Many leaders will be remembered for what they did or said during these times. Perhaps, we should never forget his contributions. They are a graphic reminder of what is possible when we allow ourselves to go to sleep in democracy. Political cartoonists are great at emphasizing facial features or statements that leaders make – by choice or mistake. Perhaps it’s poetry’s time to see what it can do when it reflects in words, the parody that poor leaders can be.
Le Hunt
Before this pandemic existed virology always seemed like a dark art. They dressed strangely, toiled in relative obscurity and received attention only when breakthroughs were made. But the onset of viruses in the last few years has elevated their status and meaning in society. They conversed in a language of acronyms, formulas and antigens. They made predictions and gave warnings in epidemiological and medical journals, which we largely ignored. Now when they speak we listen with concerned fascination to their words. But we should have listened sooner.
Who knows what might have happened if we had listened louder in January? They’re now starting to break some of the protocols by doing live testing, and in some cases in ‘challenge trials’ using humans as the rats we previously relied on.

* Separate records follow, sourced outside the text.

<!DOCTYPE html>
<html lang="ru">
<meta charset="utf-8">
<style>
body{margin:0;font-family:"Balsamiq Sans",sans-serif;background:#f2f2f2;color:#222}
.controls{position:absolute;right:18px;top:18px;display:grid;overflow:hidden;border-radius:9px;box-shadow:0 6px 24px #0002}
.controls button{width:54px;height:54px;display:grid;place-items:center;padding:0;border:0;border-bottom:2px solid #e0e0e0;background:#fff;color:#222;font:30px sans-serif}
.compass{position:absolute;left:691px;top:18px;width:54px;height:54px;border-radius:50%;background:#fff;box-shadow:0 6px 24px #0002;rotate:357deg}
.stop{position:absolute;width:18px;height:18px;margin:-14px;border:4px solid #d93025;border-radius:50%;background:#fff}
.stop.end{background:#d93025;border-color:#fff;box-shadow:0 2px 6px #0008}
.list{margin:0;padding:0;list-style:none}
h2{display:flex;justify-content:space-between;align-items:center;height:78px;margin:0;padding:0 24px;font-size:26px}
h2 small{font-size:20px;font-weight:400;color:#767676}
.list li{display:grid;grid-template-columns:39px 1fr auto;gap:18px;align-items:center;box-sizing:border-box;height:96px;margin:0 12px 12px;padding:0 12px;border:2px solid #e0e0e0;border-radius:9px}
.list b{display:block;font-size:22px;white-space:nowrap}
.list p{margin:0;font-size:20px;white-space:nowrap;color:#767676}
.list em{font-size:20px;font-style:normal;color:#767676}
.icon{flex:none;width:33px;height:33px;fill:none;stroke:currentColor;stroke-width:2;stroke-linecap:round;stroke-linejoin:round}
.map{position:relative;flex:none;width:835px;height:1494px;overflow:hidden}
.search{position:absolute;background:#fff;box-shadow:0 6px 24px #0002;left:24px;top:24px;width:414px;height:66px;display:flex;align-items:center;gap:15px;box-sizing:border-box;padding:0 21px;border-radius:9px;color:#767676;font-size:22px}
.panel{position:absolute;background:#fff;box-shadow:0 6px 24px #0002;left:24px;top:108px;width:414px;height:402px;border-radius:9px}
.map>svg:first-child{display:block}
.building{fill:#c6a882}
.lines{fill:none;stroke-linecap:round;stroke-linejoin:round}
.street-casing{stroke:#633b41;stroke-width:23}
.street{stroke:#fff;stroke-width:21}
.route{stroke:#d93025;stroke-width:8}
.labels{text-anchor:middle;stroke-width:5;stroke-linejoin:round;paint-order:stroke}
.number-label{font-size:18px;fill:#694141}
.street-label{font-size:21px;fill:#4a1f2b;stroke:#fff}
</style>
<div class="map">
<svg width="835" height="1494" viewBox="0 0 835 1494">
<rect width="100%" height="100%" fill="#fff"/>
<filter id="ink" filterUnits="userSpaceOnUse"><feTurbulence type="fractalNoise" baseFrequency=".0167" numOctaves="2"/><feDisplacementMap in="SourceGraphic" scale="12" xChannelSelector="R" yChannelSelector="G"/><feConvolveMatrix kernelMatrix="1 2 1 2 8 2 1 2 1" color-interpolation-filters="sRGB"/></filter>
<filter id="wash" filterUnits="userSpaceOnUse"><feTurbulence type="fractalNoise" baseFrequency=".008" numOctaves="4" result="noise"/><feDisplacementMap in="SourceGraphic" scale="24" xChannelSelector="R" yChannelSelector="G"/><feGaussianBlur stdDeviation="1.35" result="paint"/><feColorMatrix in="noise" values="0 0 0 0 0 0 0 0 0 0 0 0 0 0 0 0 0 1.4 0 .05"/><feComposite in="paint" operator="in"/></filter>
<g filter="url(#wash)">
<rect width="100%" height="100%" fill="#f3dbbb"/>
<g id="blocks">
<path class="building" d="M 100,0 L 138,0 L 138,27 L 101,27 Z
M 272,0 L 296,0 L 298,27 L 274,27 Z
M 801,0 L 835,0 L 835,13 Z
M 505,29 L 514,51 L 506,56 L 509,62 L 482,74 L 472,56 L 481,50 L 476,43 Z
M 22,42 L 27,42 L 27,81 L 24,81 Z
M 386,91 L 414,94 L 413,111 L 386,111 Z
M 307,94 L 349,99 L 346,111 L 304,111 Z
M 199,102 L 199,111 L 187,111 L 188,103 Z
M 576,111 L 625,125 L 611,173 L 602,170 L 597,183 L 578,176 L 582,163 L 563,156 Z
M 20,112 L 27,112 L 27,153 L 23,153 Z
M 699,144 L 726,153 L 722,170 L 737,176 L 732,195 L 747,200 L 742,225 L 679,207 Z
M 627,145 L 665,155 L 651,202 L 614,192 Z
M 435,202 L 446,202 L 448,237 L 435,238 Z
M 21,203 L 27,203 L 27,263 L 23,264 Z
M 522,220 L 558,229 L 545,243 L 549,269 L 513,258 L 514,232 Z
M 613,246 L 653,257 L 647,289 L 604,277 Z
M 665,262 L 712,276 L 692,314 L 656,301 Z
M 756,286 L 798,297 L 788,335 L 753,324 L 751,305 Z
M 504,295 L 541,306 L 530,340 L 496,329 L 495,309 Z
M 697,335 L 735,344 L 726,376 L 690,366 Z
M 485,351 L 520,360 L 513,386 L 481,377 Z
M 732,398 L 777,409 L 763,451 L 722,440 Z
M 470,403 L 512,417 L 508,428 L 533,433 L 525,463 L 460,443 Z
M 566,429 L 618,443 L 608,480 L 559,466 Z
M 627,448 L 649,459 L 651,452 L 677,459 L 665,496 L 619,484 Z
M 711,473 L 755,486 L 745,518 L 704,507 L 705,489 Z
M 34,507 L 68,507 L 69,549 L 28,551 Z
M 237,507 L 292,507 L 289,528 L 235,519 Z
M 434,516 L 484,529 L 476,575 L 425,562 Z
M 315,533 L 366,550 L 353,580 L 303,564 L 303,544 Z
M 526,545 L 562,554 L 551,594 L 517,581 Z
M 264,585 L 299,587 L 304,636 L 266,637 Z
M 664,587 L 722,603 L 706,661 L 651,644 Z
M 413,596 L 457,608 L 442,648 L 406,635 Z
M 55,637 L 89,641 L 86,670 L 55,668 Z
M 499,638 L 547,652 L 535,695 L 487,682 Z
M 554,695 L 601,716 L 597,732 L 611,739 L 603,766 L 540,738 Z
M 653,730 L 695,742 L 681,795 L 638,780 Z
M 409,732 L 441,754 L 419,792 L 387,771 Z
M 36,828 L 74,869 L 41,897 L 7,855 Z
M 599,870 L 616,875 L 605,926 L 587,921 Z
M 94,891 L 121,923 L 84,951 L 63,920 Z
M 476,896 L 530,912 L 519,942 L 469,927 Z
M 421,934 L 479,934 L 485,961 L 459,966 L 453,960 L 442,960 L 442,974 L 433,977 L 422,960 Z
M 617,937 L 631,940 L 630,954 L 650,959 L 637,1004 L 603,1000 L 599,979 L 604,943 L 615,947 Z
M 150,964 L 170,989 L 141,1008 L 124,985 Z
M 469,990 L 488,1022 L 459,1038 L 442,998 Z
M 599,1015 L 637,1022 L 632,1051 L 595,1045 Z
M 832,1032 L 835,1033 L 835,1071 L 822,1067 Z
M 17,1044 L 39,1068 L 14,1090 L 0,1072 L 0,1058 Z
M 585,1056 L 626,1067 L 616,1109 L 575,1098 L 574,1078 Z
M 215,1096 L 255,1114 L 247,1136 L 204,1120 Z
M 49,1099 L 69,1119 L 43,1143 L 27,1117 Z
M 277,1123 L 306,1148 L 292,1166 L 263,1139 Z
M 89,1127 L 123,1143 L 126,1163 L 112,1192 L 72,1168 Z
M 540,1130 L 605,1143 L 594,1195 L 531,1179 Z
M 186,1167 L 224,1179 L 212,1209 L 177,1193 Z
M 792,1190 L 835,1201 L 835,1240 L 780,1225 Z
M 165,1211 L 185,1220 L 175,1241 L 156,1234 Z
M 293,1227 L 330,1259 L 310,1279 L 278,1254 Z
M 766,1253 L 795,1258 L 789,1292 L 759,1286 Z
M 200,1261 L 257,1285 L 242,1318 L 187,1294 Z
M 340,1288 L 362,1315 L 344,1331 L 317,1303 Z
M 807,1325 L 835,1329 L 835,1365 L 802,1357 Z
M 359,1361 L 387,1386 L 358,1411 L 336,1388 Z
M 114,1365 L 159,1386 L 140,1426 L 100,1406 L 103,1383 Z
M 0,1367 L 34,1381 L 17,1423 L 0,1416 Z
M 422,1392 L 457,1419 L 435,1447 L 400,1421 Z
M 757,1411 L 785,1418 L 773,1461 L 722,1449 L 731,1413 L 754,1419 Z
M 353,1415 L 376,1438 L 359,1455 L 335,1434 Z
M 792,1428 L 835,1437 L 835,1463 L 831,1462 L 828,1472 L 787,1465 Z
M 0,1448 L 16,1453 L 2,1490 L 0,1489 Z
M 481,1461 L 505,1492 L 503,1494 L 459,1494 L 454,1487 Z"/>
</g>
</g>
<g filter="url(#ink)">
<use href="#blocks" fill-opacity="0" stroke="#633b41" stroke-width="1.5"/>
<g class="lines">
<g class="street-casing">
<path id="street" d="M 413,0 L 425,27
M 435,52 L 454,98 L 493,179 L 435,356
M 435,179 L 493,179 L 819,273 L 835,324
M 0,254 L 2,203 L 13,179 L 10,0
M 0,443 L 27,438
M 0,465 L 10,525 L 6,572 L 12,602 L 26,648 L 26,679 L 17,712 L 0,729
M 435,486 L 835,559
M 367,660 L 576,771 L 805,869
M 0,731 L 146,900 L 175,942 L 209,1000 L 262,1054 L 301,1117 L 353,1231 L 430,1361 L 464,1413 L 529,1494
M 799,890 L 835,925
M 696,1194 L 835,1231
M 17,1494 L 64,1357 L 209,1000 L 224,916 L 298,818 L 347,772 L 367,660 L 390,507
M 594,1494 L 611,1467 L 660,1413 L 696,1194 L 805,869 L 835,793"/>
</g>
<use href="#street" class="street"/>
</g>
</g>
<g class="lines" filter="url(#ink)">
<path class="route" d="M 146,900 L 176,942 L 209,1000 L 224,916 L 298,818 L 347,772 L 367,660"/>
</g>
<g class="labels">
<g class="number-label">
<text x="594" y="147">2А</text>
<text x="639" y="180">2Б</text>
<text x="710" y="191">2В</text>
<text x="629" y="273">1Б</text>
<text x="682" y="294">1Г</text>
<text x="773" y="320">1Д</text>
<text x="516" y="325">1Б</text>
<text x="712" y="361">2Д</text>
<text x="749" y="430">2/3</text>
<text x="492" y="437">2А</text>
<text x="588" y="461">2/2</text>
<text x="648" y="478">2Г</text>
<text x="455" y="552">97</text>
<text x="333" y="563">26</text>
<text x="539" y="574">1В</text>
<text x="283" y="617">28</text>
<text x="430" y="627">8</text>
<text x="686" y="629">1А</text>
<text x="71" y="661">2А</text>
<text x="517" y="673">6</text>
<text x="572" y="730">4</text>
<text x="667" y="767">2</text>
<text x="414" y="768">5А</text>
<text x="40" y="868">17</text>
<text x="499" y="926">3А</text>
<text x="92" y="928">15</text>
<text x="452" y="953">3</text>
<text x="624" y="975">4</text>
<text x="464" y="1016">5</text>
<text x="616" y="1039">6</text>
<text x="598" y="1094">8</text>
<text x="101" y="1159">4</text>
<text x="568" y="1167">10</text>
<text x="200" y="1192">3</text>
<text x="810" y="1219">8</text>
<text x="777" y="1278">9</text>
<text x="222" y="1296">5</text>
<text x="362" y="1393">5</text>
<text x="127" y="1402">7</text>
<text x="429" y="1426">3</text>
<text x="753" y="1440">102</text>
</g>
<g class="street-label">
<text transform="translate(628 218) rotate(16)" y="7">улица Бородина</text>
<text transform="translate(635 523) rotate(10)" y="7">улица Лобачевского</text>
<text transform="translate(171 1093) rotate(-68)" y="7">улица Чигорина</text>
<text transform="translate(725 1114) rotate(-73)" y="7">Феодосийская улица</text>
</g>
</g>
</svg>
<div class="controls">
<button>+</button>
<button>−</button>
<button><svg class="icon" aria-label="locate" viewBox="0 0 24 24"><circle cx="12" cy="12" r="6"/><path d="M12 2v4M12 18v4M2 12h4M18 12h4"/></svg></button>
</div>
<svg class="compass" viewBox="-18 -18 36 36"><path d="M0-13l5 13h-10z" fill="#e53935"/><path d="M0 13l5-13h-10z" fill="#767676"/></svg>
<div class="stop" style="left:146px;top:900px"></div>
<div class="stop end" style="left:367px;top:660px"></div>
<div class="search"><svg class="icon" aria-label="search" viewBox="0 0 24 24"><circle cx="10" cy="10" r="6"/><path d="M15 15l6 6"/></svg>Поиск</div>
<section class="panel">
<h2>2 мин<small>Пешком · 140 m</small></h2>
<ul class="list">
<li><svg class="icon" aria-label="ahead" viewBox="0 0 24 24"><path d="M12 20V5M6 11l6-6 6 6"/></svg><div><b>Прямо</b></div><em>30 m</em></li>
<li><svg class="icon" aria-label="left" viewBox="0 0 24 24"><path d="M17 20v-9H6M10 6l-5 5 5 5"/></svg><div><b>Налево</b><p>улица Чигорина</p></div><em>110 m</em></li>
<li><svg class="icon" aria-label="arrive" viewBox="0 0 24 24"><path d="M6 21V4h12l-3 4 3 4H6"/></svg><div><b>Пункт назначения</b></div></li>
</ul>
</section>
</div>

Apart from our failure to take heed in the busyness of our lives, the contagion is exposing another fatal human flaw. Our inability to see that we are being invited to unite around this virus, rather than compete. At last count there were close to fifty separate laboratories, on all parts of the globe, in the process of spending anything between two to five billion dollars in the hunt for a vaccine. The gods are grimacing at us, because unfortunately it has become more of a competition rather than a collaboration. What difference might a possible ‘Unified Viral Council’ make, which pooled the billions and coordinated and shared the efforts and processes? Perhaps, until we do this, the anticipated period for a successful solution will continue to seem like a holy grail – just beyond our reach. Even when we do find it – the likely period until it can be manufactured and more importantly widely distributed, is still not easily calculable. And then what will the process of that distribution be? Who will receive it first, within countries and across nations?
All the while, it almost as if the virus is thumbing its nose at our inability as humans to unite rather than dislocate. Perhaps the severity if its impact may change things. But until we drop those figurative as well as literal borders, boundaries and barriers, we will continue to struggle in our fragility. What will we dissolve our selfishness?